The problem => Count the lines below that include "district". Only the number should be given.
[[ Task input open ]]
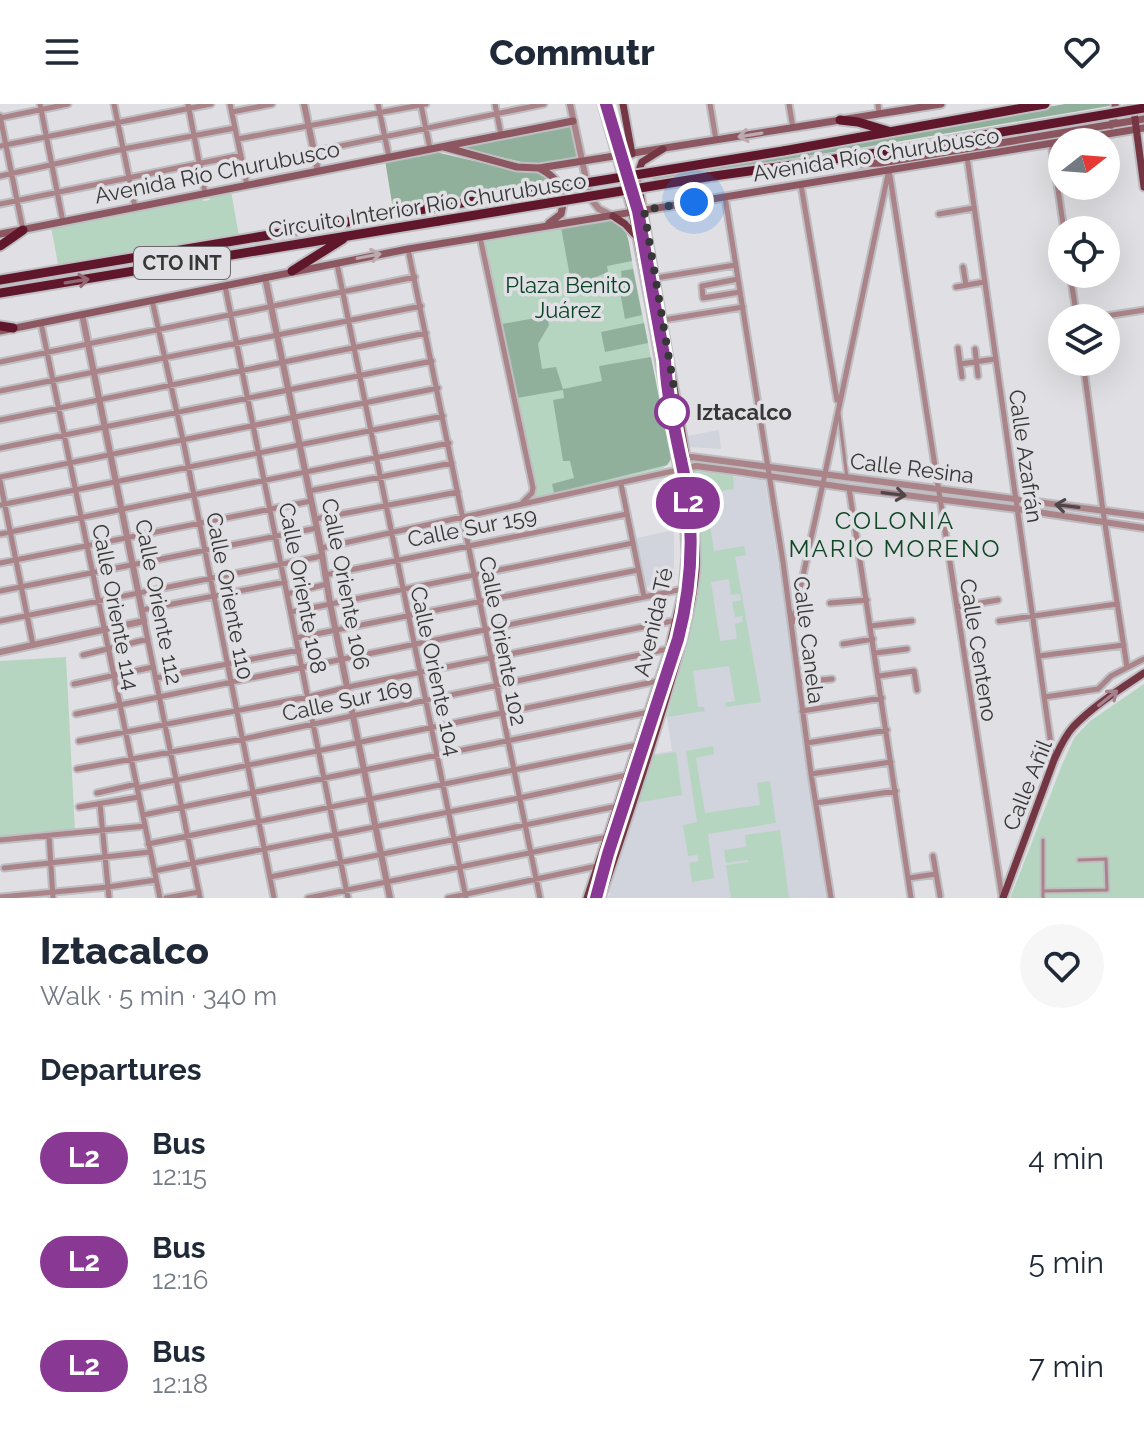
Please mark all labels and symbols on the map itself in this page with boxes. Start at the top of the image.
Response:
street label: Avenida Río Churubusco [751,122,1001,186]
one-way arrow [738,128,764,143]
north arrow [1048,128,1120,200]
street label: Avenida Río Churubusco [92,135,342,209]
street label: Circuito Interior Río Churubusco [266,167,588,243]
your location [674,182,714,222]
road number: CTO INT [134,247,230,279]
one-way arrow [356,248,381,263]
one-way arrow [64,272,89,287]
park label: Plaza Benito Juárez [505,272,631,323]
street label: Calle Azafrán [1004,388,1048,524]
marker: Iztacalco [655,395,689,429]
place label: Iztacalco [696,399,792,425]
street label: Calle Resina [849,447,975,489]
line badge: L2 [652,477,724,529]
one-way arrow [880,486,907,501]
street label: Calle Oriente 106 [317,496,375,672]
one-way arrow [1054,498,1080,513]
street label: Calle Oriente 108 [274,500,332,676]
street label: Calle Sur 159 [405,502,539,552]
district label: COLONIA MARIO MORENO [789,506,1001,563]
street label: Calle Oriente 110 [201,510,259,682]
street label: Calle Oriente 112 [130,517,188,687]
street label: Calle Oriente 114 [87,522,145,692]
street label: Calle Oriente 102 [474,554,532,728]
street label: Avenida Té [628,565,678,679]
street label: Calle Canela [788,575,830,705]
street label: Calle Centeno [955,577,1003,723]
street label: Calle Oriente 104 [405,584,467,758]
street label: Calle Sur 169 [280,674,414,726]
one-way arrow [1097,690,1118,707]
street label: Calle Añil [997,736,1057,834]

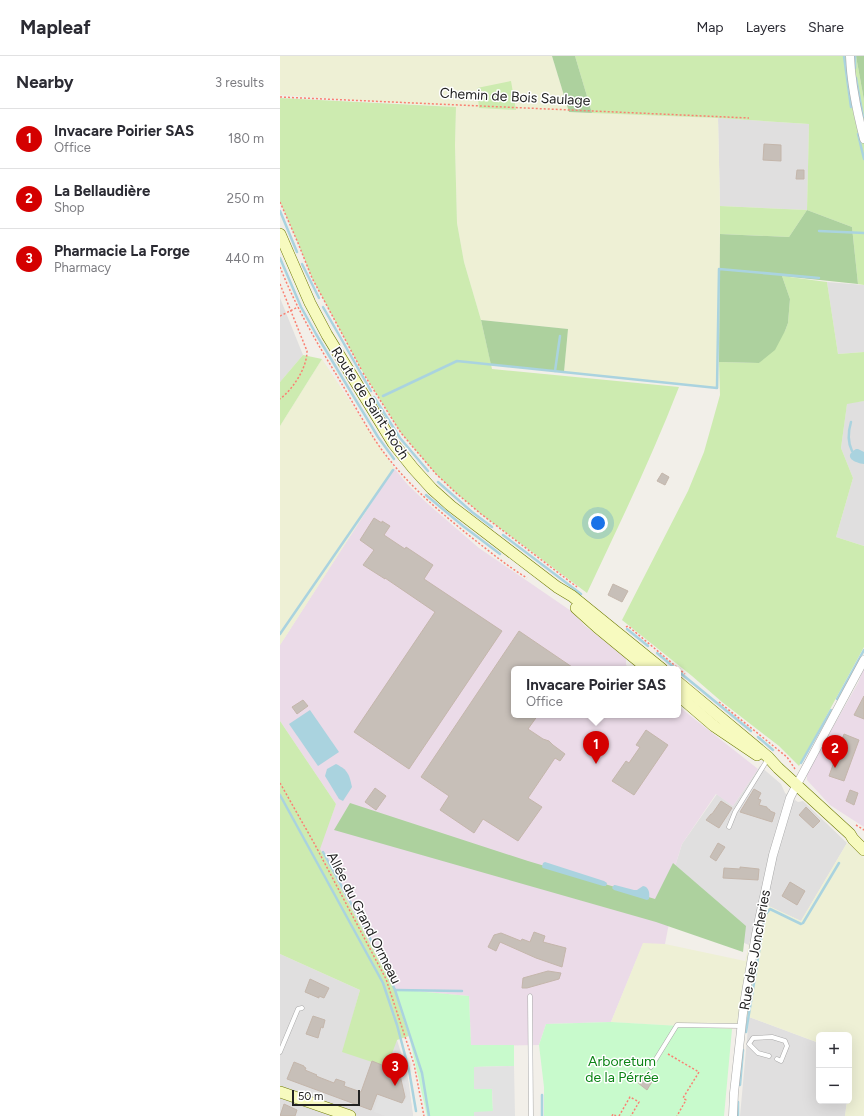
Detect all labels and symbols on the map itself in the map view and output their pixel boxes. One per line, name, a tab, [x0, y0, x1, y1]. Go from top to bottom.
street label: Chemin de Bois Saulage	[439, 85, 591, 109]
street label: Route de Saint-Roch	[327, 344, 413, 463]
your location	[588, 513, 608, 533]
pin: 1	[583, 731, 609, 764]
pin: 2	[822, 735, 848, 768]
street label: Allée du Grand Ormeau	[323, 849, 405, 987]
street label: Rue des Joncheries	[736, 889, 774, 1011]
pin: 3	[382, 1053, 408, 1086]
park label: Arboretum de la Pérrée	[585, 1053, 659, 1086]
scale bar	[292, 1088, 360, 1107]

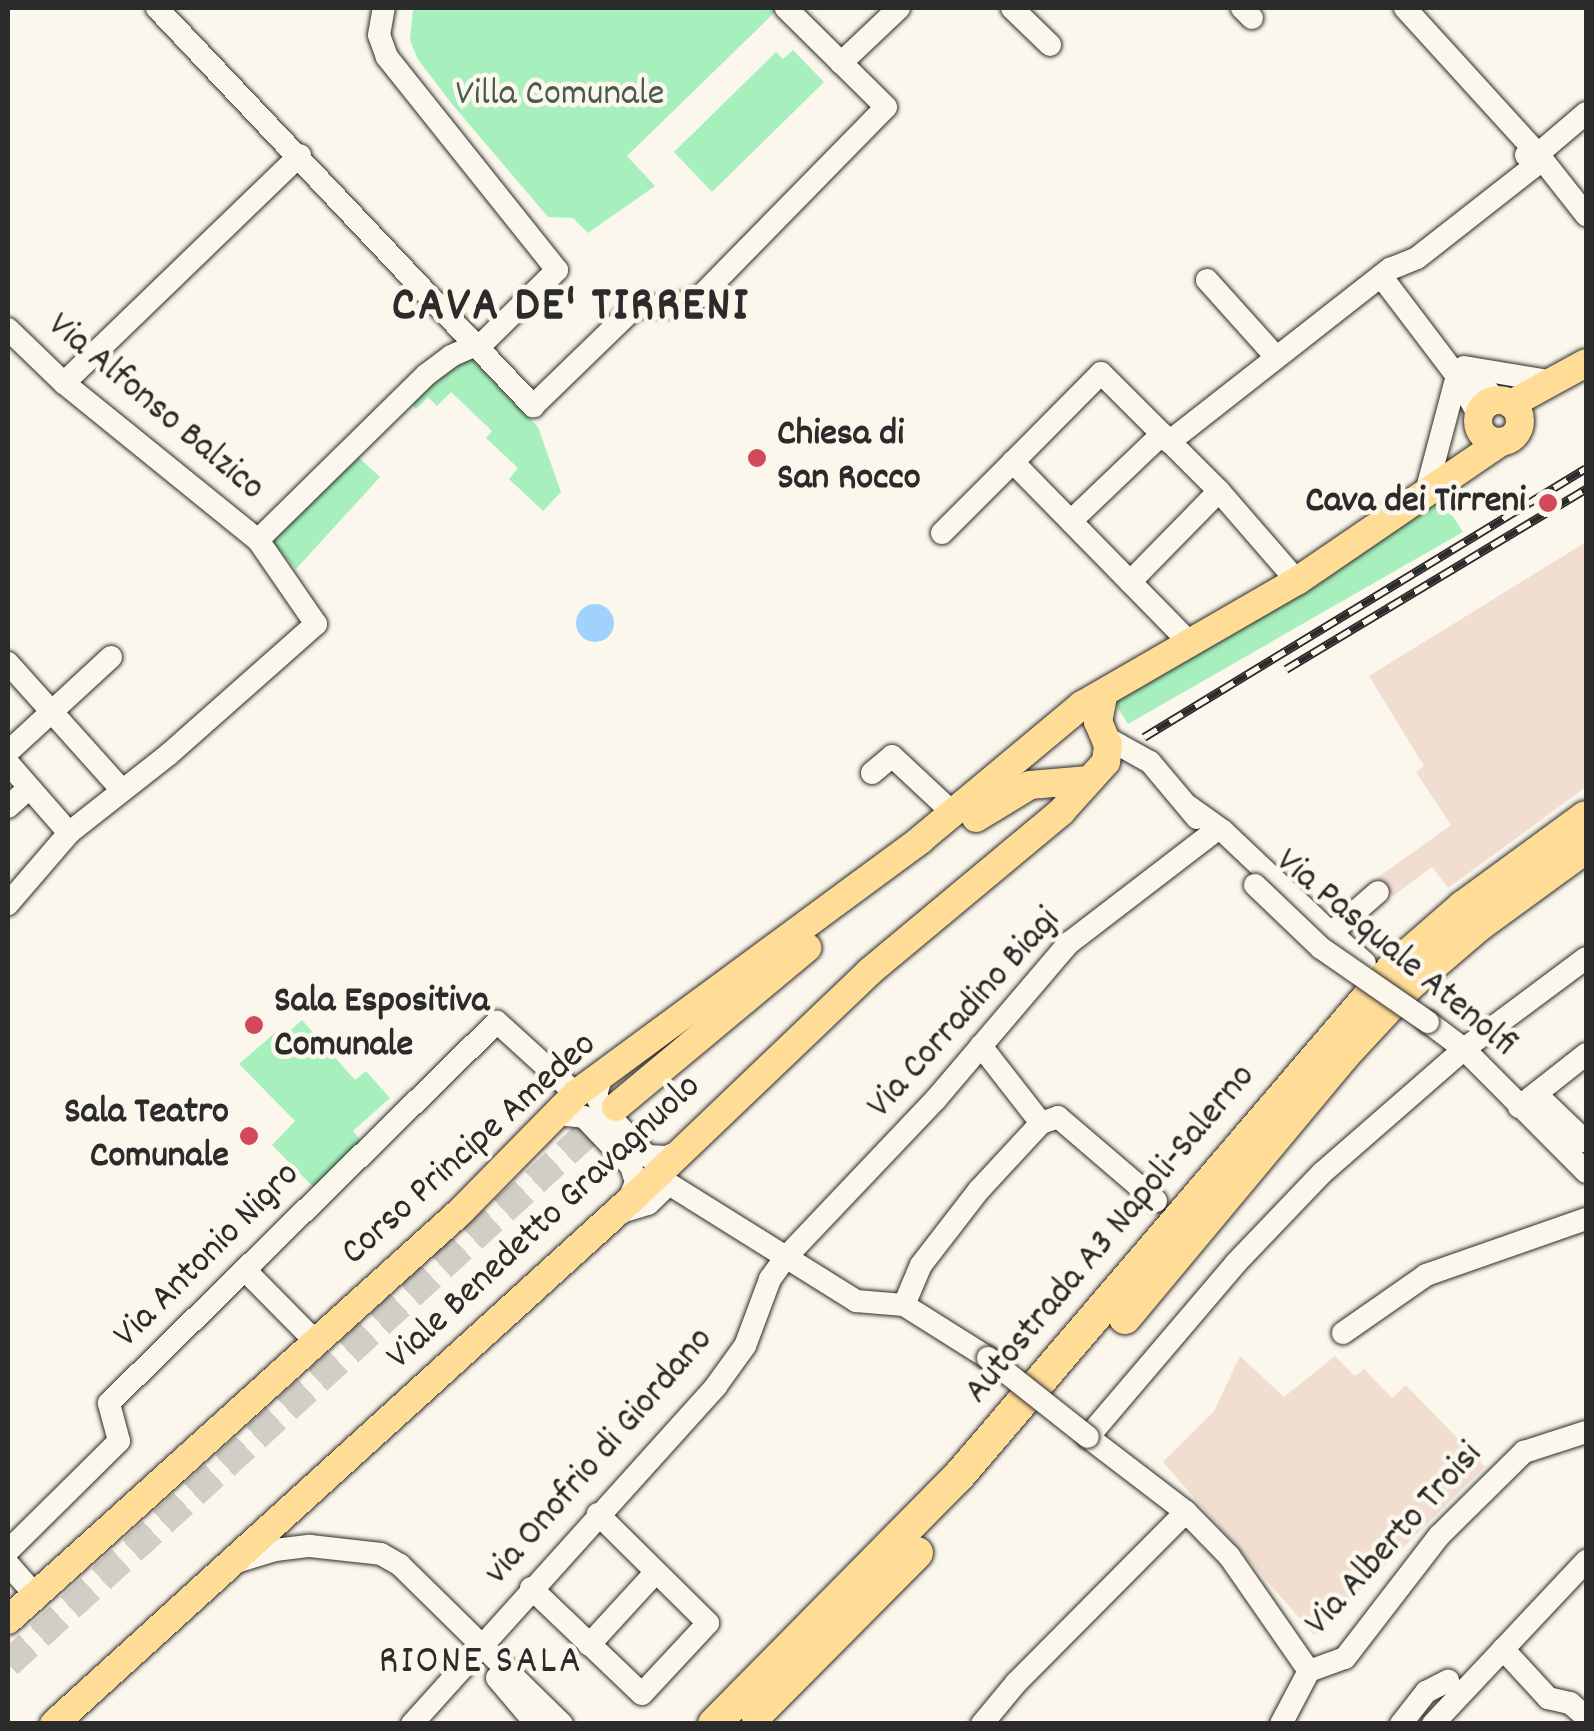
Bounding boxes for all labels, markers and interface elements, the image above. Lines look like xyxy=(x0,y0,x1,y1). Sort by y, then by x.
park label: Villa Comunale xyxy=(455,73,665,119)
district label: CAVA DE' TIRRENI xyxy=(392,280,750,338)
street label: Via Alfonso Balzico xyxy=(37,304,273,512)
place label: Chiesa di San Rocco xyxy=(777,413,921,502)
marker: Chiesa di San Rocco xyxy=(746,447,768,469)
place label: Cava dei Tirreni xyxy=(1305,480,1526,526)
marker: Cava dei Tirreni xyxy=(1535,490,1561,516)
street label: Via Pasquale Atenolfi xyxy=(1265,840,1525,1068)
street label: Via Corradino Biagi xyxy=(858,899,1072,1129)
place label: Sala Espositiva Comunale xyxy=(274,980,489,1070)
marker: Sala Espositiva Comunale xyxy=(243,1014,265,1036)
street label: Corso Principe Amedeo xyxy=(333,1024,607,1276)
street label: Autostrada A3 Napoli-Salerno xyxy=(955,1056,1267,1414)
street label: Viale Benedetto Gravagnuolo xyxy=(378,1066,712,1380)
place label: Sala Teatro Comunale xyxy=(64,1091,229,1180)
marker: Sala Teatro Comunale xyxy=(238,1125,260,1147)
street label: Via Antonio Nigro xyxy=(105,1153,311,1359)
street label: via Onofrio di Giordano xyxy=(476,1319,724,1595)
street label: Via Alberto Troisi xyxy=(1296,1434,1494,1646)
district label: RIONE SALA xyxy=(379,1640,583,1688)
[[ Task input closed ]]
Result => 3